__What is being asked__:
Read through the material below and copy each line in which the word "gazetteer" occurs.

Top of Listed records

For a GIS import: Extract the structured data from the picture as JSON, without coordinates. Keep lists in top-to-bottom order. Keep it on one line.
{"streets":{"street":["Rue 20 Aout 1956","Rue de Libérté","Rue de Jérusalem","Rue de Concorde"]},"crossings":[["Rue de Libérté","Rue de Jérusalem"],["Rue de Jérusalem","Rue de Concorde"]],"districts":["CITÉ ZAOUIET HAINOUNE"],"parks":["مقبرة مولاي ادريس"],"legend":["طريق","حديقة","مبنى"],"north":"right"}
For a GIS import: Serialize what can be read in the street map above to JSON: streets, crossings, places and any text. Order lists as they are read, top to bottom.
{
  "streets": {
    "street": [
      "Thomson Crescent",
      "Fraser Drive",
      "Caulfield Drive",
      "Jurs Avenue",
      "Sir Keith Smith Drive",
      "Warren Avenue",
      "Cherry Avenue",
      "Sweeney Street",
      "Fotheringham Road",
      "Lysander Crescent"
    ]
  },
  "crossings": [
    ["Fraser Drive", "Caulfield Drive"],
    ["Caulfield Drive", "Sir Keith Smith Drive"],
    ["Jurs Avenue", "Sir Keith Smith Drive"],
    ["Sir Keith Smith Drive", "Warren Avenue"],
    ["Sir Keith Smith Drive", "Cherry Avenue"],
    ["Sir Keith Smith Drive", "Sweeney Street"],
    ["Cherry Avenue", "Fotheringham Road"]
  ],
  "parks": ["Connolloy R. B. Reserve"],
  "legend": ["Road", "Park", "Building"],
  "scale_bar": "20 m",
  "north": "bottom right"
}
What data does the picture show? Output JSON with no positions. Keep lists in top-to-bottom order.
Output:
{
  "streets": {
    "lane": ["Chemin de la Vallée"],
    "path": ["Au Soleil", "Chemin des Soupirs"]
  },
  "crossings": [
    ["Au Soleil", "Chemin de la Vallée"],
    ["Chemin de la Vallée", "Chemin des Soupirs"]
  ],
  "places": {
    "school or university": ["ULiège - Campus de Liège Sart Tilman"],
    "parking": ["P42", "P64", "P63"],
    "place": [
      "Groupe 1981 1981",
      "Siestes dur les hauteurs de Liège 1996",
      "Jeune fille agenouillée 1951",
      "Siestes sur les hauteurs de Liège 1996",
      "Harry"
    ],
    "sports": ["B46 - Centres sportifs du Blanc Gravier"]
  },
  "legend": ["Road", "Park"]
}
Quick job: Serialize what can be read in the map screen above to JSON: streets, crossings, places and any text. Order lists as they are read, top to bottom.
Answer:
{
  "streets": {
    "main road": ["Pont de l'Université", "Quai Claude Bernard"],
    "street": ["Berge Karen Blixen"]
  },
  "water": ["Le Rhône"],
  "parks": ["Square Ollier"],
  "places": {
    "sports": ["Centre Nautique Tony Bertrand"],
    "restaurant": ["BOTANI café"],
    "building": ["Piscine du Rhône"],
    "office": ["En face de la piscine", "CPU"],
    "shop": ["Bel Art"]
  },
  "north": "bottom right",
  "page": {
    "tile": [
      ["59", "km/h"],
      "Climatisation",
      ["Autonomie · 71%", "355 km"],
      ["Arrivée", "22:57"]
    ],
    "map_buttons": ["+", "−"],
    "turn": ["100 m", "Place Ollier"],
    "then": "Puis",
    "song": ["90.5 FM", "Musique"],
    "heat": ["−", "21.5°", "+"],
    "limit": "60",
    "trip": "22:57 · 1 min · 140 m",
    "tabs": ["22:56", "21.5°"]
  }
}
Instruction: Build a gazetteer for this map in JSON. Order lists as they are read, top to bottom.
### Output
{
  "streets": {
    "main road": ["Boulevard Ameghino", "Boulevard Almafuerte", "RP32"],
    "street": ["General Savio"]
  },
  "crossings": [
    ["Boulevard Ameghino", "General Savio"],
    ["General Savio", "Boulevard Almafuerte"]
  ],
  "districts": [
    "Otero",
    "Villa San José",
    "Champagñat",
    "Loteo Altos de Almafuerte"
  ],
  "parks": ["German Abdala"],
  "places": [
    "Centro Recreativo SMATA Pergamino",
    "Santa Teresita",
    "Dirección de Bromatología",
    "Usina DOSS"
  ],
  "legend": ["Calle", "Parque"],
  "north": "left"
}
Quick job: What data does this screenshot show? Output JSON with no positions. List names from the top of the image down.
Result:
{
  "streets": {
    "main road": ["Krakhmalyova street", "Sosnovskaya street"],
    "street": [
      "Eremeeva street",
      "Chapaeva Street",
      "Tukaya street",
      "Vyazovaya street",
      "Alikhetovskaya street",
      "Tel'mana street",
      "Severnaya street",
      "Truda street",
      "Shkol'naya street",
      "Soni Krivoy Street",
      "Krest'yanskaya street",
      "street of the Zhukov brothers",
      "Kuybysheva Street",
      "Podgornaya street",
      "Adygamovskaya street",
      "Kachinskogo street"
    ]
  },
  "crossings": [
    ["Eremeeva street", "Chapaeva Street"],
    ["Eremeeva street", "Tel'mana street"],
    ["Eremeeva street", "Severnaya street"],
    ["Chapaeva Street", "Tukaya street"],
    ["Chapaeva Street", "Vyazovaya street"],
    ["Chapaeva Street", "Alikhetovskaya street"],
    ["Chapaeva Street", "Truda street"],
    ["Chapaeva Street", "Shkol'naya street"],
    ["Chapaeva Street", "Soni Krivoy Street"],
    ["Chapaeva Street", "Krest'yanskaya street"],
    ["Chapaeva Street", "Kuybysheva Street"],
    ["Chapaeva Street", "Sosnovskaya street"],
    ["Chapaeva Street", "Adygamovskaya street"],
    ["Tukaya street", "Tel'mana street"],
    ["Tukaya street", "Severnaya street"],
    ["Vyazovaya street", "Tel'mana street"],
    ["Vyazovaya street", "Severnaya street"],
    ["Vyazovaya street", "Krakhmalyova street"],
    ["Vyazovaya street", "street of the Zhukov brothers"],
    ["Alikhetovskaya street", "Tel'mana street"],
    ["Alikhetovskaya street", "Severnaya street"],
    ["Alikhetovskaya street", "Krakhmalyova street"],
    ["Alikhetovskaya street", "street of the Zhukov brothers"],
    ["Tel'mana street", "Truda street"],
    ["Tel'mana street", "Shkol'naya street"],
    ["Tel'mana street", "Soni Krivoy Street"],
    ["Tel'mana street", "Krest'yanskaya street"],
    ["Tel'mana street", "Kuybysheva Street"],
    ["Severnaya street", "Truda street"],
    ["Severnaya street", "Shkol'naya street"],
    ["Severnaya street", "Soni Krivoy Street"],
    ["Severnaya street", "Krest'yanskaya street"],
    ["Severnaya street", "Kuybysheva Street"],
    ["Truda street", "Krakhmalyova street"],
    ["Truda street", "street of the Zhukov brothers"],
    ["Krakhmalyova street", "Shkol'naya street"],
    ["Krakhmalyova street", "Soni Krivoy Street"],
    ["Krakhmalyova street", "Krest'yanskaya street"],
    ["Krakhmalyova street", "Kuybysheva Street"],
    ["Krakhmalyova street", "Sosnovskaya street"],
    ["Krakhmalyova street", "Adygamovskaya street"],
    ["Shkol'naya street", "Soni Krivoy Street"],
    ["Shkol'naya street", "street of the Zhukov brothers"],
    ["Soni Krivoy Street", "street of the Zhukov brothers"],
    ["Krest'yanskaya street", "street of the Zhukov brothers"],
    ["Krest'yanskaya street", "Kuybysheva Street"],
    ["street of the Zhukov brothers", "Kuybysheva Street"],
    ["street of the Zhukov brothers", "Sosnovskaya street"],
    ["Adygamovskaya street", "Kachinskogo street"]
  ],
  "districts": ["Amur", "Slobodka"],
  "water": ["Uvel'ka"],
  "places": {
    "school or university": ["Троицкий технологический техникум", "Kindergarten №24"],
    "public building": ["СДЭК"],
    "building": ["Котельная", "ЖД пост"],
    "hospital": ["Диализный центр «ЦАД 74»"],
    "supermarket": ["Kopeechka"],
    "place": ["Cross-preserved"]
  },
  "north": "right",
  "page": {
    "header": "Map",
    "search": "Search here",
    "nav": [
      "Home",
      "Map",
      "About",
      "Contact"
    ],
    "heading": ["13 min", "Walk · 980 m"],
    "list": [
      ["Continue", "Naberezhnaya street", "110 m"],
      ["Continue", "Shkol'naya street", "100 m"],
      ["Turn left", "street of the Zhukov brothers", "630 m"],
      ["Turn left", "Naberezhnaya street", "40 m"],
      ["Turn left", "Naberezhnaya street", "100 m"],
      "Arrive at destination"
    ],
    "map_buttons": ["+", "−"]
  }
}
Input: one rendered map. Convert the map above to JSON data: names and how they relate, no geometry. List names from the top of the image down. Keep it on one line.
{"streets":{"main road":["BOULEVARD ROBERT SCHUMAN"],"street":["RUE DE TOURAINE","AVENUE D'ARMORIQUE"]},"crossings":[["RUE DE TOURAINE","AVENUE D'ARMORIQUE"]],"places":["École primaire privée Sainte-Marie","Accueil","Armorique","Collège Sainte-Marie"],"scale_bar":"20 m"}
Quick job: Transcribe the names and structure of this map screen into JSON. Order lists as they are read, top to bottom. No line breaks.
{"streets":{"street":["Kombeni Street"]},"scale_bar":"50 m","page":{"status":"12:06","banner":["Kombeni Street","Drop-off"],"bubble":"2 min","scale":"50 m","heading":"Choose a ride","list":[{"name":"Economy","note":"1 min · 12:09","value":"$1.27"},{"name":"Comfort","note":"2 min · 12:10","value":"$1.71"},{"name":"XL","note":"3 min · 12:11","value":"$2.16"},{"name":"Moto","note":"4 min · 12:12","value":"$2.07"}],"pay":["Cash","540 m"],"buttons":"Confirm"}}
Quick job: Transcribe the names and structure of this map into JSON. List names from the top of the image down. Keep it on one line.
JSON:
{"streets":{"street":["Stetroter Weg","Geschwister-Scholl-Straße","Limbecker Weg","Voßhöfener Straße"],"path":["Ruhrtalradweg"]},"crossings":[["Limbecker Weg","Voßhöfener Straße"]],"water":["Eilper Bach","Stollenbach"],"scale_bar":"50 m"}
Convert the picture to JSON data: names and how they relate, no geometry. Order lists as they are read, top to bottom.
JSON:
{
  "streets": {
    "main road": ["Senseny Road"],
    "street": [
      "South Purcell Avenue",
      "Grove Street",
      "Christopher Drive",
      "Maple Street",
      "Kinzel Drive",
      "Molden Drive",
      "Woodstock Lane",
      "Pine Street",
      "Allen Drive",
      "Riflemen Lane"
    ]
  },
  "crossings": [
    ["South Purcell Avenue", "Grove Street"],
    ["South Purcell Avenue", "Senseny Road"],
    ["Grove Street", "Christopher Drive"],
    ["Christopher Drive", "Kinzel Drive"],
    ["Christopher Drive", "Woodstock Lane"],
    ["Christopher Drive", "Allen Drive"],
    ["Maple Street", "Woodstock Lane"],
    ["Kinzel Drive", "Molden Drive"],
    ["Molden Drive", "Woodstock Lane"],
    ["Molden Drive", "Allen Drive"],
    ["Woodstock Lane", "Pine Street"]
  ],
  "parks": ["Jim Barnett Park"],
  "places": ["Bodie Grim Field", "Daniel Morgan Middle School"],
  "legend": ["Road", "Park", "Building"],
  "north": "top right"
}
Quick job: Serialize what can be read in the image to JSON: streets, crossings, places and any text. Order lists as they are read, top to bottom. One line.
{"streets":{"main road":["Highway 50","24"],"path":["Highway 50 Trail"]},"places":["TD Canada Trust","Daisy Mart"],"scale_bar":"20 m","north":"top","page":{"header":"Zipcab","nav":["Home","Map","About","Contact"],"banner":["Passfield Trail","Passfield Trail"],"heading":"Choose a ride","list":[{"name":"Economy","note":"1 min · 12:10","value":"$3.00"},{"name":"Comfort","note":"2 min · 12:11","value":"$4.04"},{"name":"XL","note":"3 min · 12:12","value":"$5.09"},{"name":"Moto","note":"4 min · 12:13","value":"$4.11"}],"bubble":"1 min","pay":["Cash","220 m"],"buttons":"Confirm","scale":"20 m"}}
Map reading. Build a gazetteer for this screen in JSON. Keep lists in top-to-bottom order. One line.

Bottom of Listed records

__Output for this exercise__:
Instruction: Build a gazetteer for this map in JSON. Order lists as they are read, top to bottom.
Map reading. Build a gazetteer for this screen in JSON. Keep lists in top-to-bottom order. One line.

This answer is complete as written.